— TASK BRIEF —
Nothing in the data should be altered when it is repeated in full.
START INFORMATION SUPPLIED
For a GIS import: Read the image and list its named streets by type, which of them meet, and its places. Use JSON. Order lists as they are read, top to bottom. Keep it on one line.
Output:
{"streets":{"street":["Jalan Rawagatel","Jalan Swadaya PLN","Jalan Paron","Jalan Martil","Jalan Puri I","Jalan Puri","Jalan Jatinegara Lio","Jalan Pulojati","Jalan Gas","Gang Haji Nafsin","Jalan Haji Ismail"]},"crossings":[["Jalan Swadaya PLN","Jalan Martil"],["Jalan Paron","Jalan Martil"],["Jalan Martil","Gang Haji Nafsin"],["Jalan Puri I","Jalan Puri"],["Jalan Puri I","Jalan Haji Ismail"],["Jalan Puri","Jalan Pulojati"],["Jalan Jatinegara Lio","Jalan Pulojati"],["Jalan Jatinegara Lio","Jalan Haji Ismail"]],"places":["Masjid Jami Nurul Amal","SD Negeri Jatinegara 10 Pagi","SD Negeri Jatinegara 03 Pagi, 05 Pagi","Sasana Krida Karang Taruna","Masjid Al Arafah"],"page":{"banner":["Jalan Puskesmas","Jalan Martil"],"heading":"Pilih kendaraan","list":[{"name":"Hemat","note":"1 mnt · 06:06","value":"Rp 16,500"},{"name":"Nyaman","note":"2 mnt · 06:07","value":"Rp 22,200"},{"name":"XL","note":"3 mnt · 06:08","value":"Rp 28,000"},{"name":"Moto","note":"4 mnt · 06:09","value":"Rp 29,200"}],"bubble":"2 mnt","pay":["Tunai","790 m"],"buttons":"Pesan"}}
END INFORMATION SUPPLIED
— RESULT —
For a GIS import: Read the image and list its named streets by type, which of them meet, and its places. Use JSON. Order lists as they are read, top to bottom. Keep it on one line.
Output:
{"streets":{"street":["Jalan Rawagatel","Jalan Swadaya PLN","Jalan Paron","Jalan Martil","Jalan Puri I","Jalan Puri","Jalan Jatinegara Lio","Jalan Pulojati","Jalan Gas","Gang Haji Nafsin","Jalan Haji Ismail"]},"crossings":[["Jalan Swadaya PLN","Jalan Martil"],["Jalan Paron","Jalan Martil"],["Jalan Martil","Gang Haji Nafsin"],["Jalan Puri I","Jalan Puri"],["Jalan Puri I","Jalan Haji Ismail"],["Jalan Puri","Jalan Pulojati"],["Jalan Jatinegara Lio","Jalan Pulojati"],["Jalan Jatinegara Lio","Jalan Haji Ismail"]],"places":["Masjid Jami Nurul Amal","SD Negeri Jatinegara 10 Pagi","SD Negeri Jatinegara 03 Pagi, 05 Pagi","Sasana Krida Karang Taruna","Masjid Al Arafah"],"page":{"banner":["Jalan Puskesmas","Jalan Martil"],"heading":"Pilih kendaraan","list":[{"name":"Hemat","note":"1 mnt · 06:06","value":"Rp 16,500"},{"name":"Nyaman","note":"2 mnt · 06:07","value":"Rp 22,200"},{"name":"XL","note":"3 mnt · 06:08","value":"Rp 28,000"},{"name":"Moto","note":"4 mnt · 06:09","value":"Rp 29,200"}],"bubble":"2 mnt","pay":["Tunai","790 m"],"buttons":"Pesan"}}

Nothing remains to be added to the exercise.